The charge makes the liquid 7.5 times more expensive than water supplied by the city council, according to Kubatana, a coalition of non-governmental organizations based in Harare. The Zimbabwe National Water Authority justified the charges and a ban on deliveries of water to Harare residents from boreholes within the city on a depletion of ground water supplies.
“Excessive abstraction of ground water leads to the lowering of the water table,” the regulator said on its website.

Import Duties

In addition to the water charge, a 25-percent import duty has been imposed on all mobile phones and 5-percent tax on airtime and. Import duties on motor vehicles rose to more than 60 percent, while a tax on motor fuel was increased by 5 cents a liter.

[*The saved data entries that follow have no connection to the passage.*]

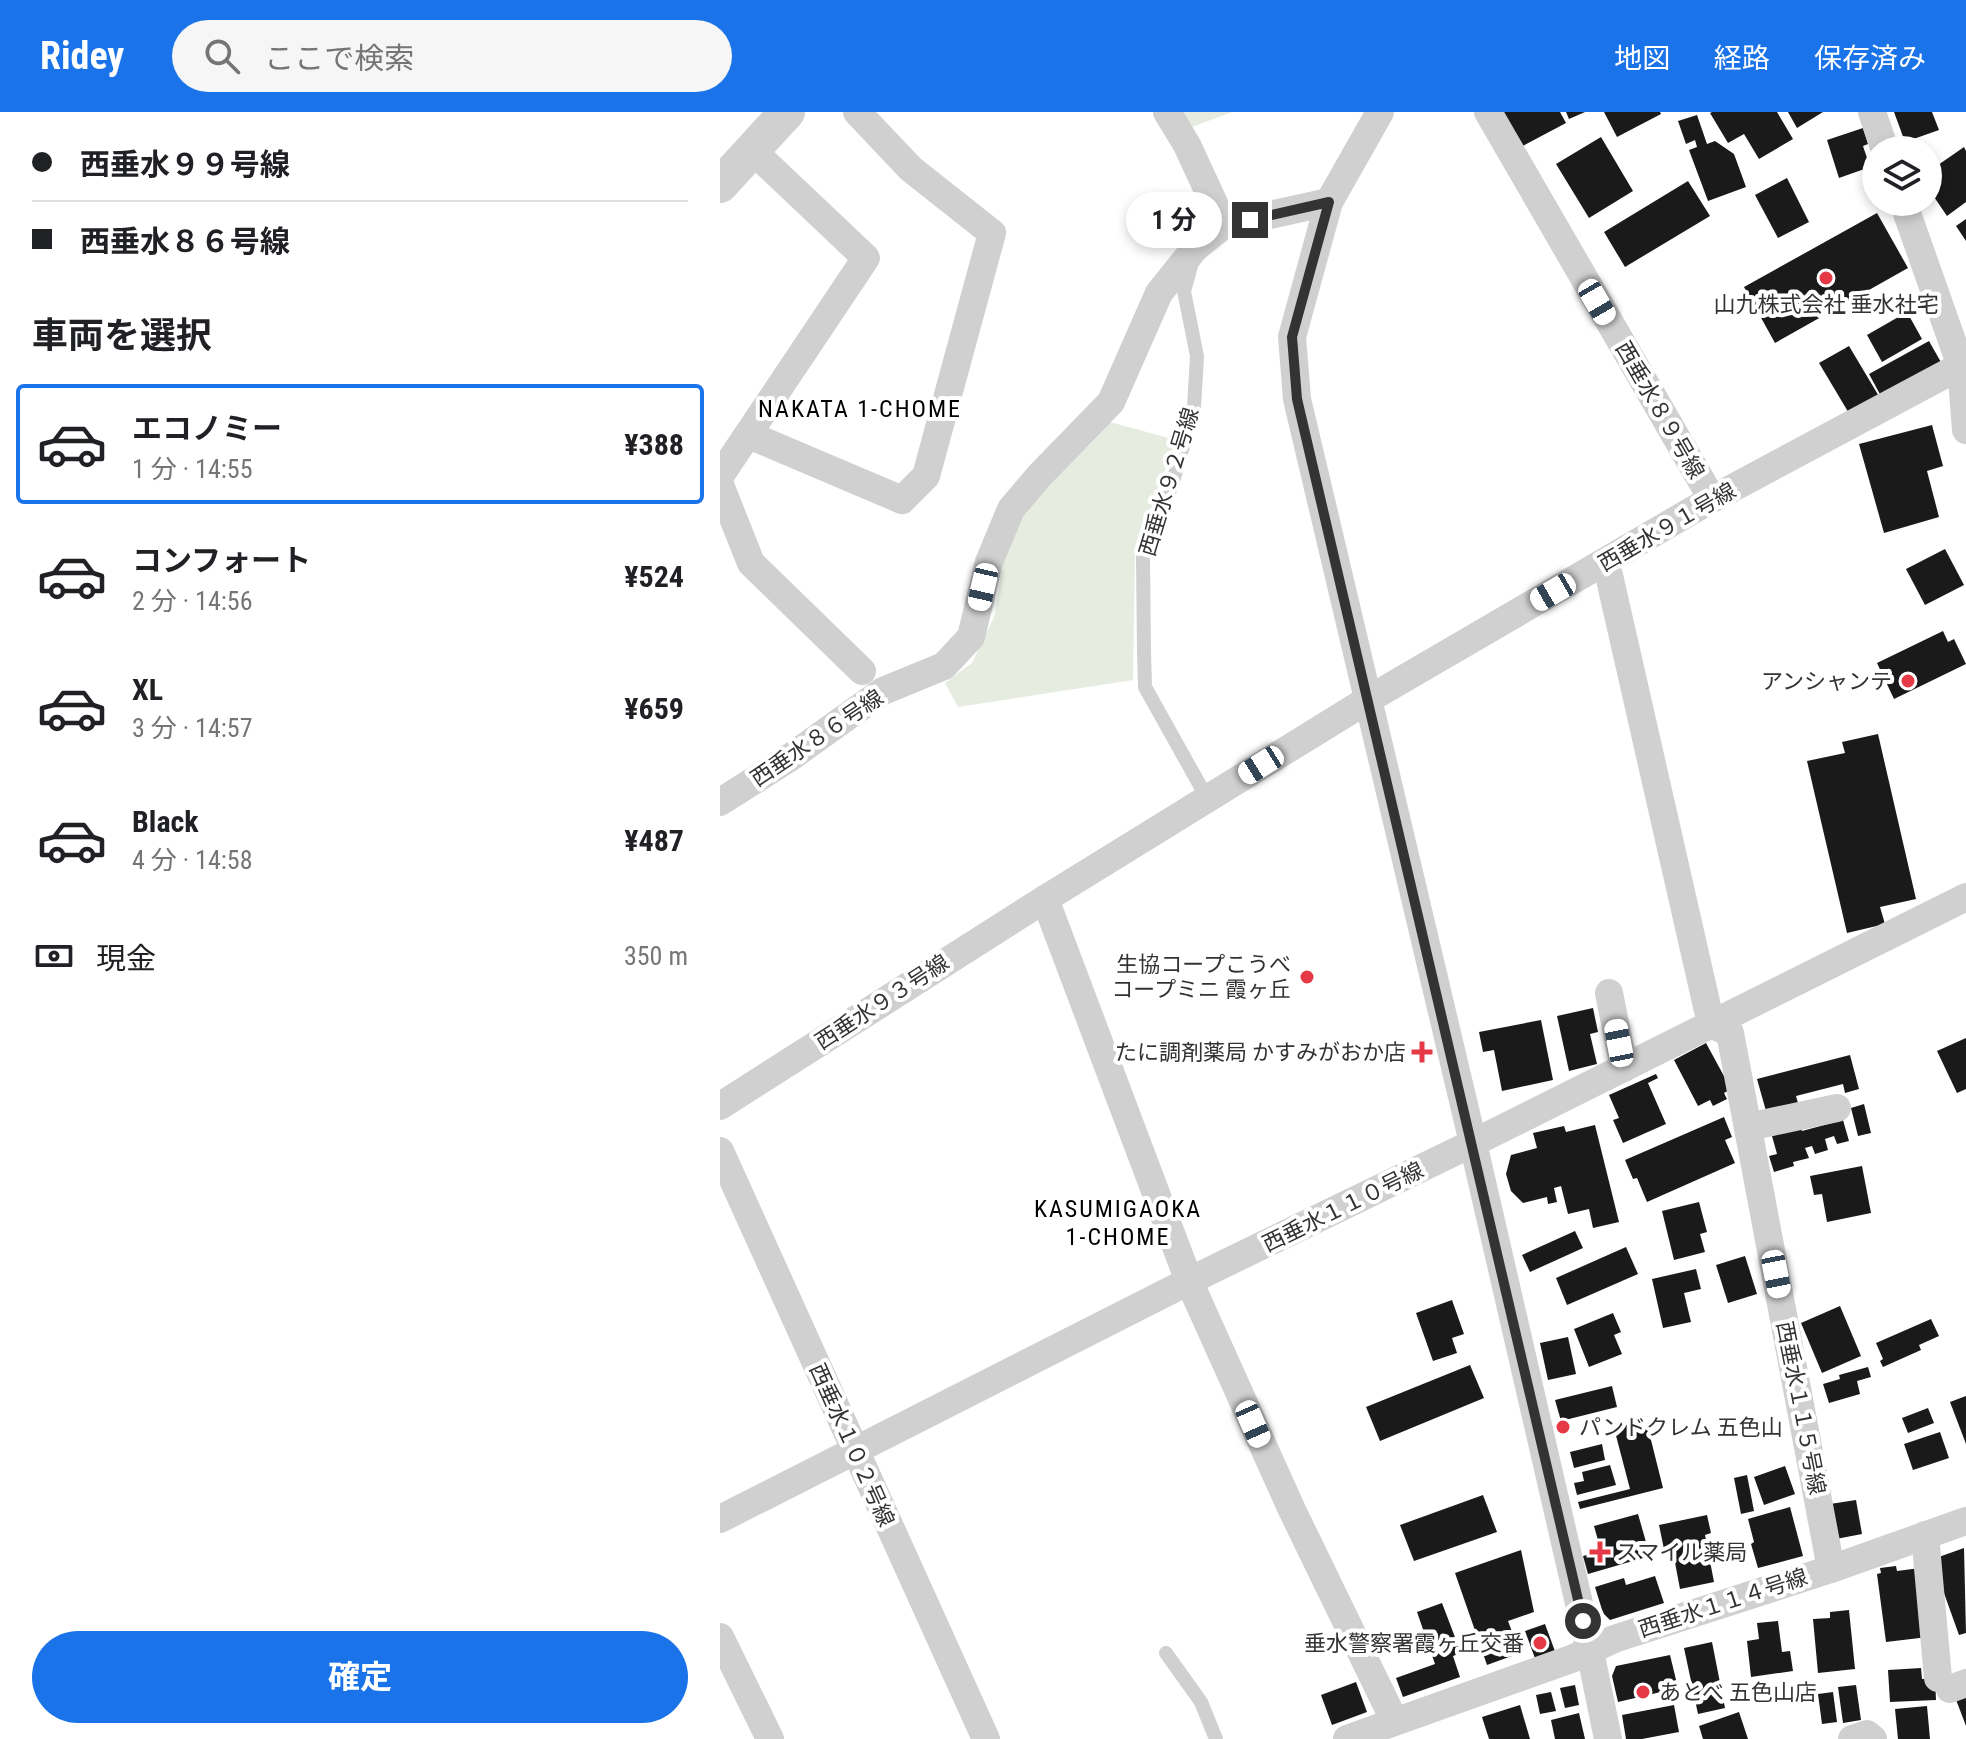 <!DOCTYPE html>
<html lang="ja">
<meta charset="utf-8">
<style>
:root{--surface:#fff;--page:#f6f6f6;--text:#202124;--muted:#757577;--line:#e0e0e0;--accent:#1a73e8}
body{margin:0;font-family:"Roboto Condensed","Noto Sans JP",sans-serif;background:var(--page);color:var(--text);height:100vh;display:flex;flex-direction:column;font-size:30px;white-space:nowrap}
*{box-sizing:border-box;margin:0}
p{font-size:26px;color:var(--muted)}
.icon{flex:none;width:44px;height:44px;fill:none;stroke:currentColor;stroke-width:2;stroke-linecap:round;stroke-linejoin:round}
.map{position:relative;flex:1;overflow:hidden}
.side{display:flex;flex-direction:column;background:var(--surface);width:720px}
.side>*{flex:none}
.guide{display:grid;align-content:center;height:176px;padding:0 32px;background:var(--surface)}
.controls{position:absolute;left:1142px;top:24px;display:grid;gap:16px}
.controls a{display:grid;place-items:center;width:80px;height:80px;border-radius:50%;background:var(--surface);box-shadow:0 4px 12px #0003;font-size:40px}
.end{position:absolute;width:36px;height:36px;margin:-18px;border:10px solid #333;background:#fff;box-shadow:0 0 0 4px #fff}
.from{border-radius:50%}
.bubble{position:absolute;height:56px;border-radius:28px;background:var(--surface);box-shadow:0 4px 12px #0003;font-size:26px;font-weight:700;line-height:56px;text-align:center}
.car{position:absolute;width:24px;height:48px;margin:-24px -12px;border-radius:10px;box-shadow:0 0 6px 2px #0007;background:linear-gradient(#fff 24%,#345 0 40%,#fff 0 76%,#345 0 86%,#fff 0)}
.guide b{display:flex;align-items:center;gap:28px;height:76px;font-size:30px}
.guide b+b{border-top:2px solid var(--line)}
.guide i{width:20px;height:20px;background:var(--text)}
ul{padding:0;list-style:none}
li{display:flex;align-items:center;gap:24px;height:120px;margin:0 16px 12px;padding:0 16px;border:4px solid transparent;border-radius:8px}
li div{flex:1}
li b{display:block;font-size:30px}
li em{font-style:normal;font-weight:700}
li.active{border-color:var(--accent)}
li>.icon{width:72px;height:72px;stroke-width:1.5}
h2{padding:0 32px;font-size:36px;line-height:96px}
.pay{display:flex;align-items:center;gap:20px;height:88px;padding:0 32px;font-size:30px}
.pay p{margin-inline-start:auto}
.action{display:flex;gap:16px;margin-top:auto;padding:16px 32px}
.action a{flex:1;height:92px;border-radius:48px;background:var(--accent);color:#fff;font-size:32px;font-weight:700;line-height:92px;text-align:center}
header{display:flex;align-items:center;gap:48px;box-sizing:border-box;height:112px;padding:0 40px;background:var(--accent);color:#fff}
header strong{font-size:38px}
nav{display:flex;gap:44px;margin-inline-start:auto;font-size:28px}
.search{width:560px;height:72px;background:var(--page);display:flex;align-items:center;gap:20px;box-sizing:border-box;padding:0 28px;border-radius:44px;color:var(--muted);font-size:30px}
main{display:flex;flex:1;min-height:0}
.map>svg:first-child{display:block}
.green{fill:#e6ecdf}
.building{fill:#1a1a1a}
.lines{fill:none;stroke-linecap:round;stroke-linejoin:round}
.service{stroke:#d0d0d0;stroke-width:14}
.minor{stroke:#d0d0d0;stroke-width:28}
.tertiary{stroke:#d0d0d0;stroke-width:36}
.route{stroke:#333;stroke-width:10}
.poi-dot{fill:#e63946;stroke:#fff;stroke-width:3}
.labels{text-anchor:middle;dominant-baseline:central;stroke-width:8;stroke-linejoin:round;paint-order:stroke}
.poi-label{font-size:22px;fill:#333;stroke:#fff;text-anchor:end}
.street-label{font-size:22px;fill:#333;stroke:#fff}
.neighbourhood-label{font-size:24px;letter-spacing:2px;fill:#000;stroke:#fff}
</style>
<header>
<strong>Ridey</strong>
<div class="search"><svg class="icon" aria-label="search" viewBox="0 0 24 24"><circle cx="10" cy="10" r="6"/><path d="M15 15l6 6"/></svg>ここで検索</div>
<nav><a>地図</a><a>経路</a><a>保存済み</a></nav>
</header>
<main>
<section class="side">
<div class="guide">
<b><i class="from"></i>西垂水９９号線</b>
<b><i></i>西垂水８６号線</b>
</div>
<h2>車両を選択</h2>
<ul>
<li class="active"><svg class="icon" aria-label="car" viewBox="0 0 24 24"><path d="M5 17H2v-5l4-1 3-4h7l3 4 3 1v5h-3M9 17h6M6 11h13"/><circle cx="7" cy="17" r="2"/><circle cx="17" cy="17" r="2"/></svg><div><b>エコノミー</b><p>1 分 · 14:55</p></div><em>¥388</em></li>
<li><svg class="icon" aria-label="car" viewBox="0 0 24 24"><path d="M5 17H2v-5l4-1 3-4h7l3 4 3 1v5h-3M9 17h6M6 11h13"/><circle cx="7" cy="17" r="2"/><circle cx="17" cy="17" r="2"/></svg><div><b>コンフォート</b><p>2 分 · 14:56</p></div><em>¥524</em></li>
<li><svg class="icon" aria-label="car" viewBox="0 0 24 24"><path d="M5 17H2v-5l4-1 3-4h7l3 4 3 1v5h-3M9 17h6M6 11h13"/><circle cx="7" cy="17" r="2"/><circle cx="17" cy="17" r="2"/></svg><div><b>XL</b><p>3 分 · 14:57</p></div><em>¥659</em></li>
<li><svg class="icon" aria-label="car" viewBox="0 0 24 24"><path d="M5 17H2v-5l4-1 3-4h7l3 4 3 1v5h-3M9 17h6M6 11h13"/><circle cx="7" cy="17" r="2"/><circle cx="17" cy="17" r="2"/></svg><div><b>Black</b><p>4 分 · 14:58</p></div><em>¥487</em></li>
</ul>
<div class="pay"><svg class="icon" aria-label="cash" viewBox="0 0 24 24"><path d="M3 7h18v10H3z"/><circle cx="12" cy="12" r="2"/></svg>現金<p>350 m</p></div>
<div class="action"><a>確定</a></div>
</section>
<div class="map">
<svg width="1246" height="1627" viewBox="0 0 1246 1627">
<rect width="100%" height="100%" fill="#fff"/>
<g class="green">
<polygon points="458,0 512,0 464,18"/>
<polygon points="390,310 456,328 415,441 413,568 238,595 225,571 252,551 275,503 287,422 327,370"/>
</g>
<g class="building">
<polygon points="780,0 840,0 846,11 799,36"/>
<polygon points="846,0 865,0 849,7"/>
<polygon points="884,0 940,0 941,2 897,25"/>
<polygon points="992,0 1057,0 1073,27 1039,47 1024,22 1008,31 990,1"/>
<polygon points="1068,0 1103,0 1077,16"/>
<polygon points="1174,0 1212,0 1219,18 1185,30"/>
<polygon points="977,3 987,32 995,29 1014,42 1026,75 988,89 969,38 977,35 975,28 966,32 958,9"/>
<polygon points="1143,16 1148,32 1143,34 1150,55 1119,66 1107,28"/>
<polygon points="881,25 913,79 869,106 836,52"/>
<polygon points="1244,35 1246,39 1246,90 1227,104 1208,76 1208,60"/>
<polygon points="1067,66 1089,110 1058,126 1035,83"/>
<polygon points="968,69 990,104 905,155 884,120"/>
<polygon points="1157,101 1188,156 1055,231 1024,175"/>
<polygon points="1246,107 1246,129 1236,114"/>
<polygon points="1187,200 1202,227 1162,250 1147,223"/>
<polygon points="1209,229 1222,252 1162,286 1149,262"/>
<polygon points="1129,234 1160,286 1130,303 1099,251"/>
<polygon points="1212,313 1223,354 1207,359 1219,405 1164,421 1139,332"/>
<polygon points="1225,437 1244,473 1205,493 1186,457"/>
<polygon points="1223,519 1228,530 1234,527 1246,552 1174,587 1157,551"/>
<polygon points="1158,622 1196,787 1160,795 1165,812 1127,821 1087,649 1125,641 1122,630"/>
<polygon points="873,896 878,920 870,922 877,952 849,959 837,904"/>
<polygon points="821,908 833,968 782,979 774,938 763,940 759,920"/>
<polygon points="1246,926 1246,977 1237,981 1217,939"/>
<polygon points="986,931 1011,977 1004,981 1007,987 993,994 990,988 978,994 954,948"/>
<polygon points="1130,943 1139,977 1125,981 1123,972 1076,984 1078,991 1046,999 1037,967"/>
<polygon points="936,962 938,966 928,971 946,1012 903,1031 893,1008 899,1006 889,983"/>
<polygon points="1144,992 1151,1021 1138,1024 1131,996"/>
<polygon points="1004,1005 1012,1025 1005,1028 1015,1051 927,1090 917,1066 913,1067 905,1048"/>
<polygon points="1123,1008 1129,1029 1117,1032 1114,1024 1105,1027 1108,1038 1095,1042 1092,1034 1085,1036 1089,1046 1073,1050 1074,1054 1054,1060 1049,1044 1057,1042 1052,1024 1081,1016 1082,1019"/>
<polygon points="875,1013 899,1110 873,1116 869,1097 848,1102 841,1074 834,1076 837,1090 828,1092 827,1085 803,1091 791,1079 786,1062 791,1043 817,1036 813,1021 844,1014 846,1020"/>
<polygon points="1142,1054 1151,1101 1107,1110 1102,1082 1094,1083 1090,1064"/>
<polygon points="979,1090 987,1120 980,1122 985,1140 954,1148 942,1099"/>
<polygon points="855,1119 863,1136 810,1160 802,1143"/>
<polygon points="906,1135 918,1162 847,1193 836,1166"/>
<polygon points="1025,1144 1037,1182 1008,1191 996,1153"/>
<polygon points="976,1157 981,1177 964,1181 971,1210 943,1216 932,1167"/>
<polygon points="732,1188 744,1222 732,1226 737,1241 713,1249 696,1201"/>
<polygon points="1120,1194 1141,1244 1102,1261 1081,1211"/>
<polygon points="893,1201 901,1220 894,1223 902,1242 869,1255 854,1217"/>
<polygon points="1211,1207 1219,1224 1199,1233 1201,1238 1163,1255 1160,1249 1163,1247 1156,1231"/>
<polygon points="848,1225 856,1262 828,1268 820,1231"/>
<polygon points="750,1253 764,1286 660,1329 646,1295"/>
<polygon points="1148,1255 1151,1265 1137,1269 1140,1282 1109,1291 1103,1272 1120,1267 1119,1263"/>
<polygon points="892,1274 897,1295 841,1309 835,1288"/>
<polygon points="1246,1284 1246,1332 1230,1290"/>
<polygon points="1208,1296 1214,1311 1188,1321 1182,1306"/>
<polygon points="926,1308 943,1376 860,1397 858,1390 910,1377 894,1316"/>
<polygon points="1220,1320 1229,1346 1193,1358 1184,1332"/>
<polygon points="882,1332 885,1348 854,1356 850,1340"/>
<polygon points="890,1353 896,1373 857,1383 854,1371 864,1369 862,1360"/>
<polygon points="1065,1354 1075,1382 1044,1393 1034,1365"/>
<polygon points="1027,1363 1034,1399 1021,1402 1014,1366"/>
<polygon points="763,1383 777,1420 694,1449 680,1413"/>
<polygon points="1136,1388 1142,1422 1116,1427 1110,1392"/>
<polygon points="1070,1395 1083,1444 1038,1456 1031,1432 1034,1430 1028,1407"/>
<polygon points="918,1402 930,1444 868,1462 863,1444 881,1439 874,1414"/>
<polygon points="987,1403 991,1421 985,1423 994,1470 960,1477 953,1440 945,1442 939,1413"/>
<polygon points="1244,1436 1246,1521 1239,1523 1220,1470 1216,1446"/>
<polygon points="801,1438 814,1500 788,1509 800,1541 767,1553 735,1461"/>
<polygon points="1176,1454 1177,1459 1200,1456 1208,1525 1166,1530 1157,1462 1161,1461 1160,1456"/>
<polygon points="935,1464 944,1491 890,1508 883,1501 875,1475 904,1466 906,1473"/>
<polygon points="722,1491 741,1541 733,1544 740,1565 683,1585 676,1566 715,1552 697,1500"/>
<polygon points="1129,1498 1135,1557 1098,1561 1093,1507 1110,1506 1110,1500"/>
<polygon points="1058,1509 1062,1540 1070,1539 1073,1559 1031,1565 1027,1529 1039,1527 1037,1511"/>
<polygon points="825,1512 836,1542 816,1549 805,1519"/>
<polygon points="992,1530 1005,1596 978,1602 964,1536"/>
<polygon points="950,1543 958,1576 898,1590 892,1564 896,1554"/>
<polygon points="1201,1556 1202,1567 1215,1566 1216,1588 1170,1590 1168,1558"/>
<polygon points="636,1570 647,1600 612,1613 601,1583"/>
<polygon points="855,1573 859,1593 845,1596 840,1576"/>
<polygon points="1136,1573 1141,1608 1123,1611 1118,1575"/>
<polygon points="831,1580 836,1599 820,1602 816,1583"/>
<polygon points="1113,1580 1117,1610 1102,1612 1098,1582"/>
<polygon points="1246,1581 1246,1614 1235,1585"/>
<polygon points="800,1593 810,1627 769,1627 762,1605"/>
<polygon points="954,1593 959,1620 922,1627 906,1627 902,1603"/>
<polygon points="1207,1594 1210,1627 1178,1627 1175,1597"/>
<polygon points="1019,1600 1028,1627 983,1627 979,1614"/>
<polygon points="859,1601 865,1627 835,1627 831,1608"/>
</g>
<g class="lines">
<g class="service">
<polyline points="471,154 464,179 477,244 474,296 452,373 423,446 424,540 425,575 487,686"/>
<polyline points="446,1541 481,1590 496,1627"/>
</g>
<g class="minor">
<polyline points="447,0 467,33 504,113"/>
<polyline points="660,0 609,90 572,225 577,287 753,1031 870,1539 888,1627"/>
<polyline points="768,0 992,387"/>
<polyline points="1152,0 1165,38"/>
<polyline points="1183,90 1241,254 1246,318"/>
<polyline points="29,323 182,388 206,364 272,121 191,57 137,0"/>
<polyline points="0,364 146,146 32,38"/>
<polyline points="0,373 31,451 142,559"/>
<polyline points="886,450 991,912 1010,921 1111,1457"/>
<polyline points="0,690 68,647 163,579 224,554 251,525 269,450 291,397 320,363 391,290 439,181 475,136 504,113 609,90"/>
<polyline points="325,787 469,1169 572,1398 674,1608"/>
<polyline points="889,881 904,956"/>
<polyline points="0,994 325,787 649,587 992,387 1246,251"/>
<polyline points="1028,1015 1117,996"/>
<polyline points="0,1039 266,1627"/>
<polyline points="0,1407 469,1169 753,1031 1246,785"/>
<polyline points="1205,1423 1218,1566"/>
<polyline points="0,1525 50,1627"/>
<polyline points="1230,1577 1246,1571"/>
<polyline points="627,1627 854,1546 894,1527 1111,1457 1246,1409"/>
<polyline points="1132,1627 1147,1622 1153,1627"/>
</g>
<polyline class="tertiary" points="0,73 67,0"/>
</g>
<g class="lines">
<polyline class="route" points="530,108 609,90 572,225 577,287 863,1509"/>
</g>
<g class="poi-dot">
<circle cx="1106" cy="166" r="8"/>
<circle cx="1188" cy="569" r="8"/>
<circle cx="587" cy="865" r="8"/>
<path d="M698 928h8v8h8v8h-8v8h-8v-8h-8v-8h8z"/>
<circle cx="843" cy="1315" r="8"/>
<path d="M876 1428h8v8h8v8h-8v8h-8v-8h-8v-8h8z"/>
<circle cx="820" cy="1531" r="8"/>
<circle cx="923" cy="1580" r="8"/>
</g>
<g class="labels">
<g class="poi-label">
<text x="1106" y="192" text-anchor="middle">山九株式会社 垂水社宅</text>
<text x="1172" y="569">アンシャンテ</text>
<text x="571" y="852">生協コープこうべ<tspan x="571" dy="25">コープミニ 霞ヶ丘</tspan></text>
<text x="686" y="940">たに調剤薬局 かすみがおか店</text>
<text x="859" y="1315" text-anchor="start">パンドクレム 五色山</text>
<text x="896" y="1440" text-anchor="start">スマイル薬局</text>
<text x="804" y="1531">垂水警察署霞ヶ丘交番</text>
<text x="939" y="1580" text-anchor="start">あとべ 五色山店</text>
</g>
<g class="street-label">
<text transform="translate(940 298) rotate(60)">西垂水８９号線</text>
<text transform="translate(449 370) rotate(-73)">西垂水９２号線</text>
<text transform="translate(947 415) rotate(-30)">西垂水９１号線</text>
<text transform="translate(97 626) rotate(-34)">西垂水８６号線</text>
<text transform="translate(162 890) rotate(-33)">西垂水９３号線</text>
<text transform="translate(623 1095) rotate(-26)">西垂水１１０号線</text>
<text transform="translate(1081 1296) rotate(79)">西垂水１１５号線</text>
<text transform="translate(132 1333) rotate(66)">西垂水１０２号線</text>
<text transform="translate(1003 1491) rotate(-18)">西垂水１１４号線</text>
</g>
<g class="neighbourhood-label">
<text x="140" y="297">NAKATA 1-CHOME</text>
<text x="398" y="1097">KASUMIGAOKA<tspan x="398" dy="28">1-CHOME</tspan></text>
</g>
</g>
</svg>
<div class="controls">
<a><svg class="icon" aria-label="layers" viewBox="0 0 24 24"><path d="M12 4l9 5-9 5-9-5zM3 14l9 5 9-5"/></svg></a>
</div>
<i class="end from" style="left:863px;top:1509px"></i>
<i class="end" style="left:530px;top:108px"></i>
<div class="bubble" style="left:406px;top:80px;width:96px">1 分</div>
<i class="car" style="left:877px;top:190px;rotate:150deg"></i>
<i class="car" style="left:263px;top:475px;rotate:193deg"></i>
<i class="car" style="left:833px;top:480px;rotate:240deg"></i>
<i class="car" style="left:541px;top:653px;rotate:238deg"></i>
<i class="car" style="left:899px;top:931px;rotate:349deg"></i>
<i class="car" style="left:1056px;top:1162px;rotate:169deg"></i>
<i class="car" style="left:533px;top:1312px;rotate:156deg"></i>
</div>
</main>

The Zimbabwe National Roads Administration this year doubled tolls paid by drivers of cars to use inter-city highways to $2, simultaneously introducing a $10 “road access fee” on travelers entering the country. Trucks are charged $10 at each toll gate.
Economic growth is slowing after President Robert Mugabe, 90, won his fifth term last year, ending a power-sharing government formed after disputed elections five years before. During the coalition, the economy emerged from recession.
Now factories are shutting down and consumer spending has slumped. The IMF estimates the economy expanded about 3 percent in 2013 compared with 10.5 percent a year earlier.
“It’s just an attempt to get any money they can because revenue isn’t meeting more than very basic needs,” said John Robertson, an independent economist in Harare. “Government is desperate for money.”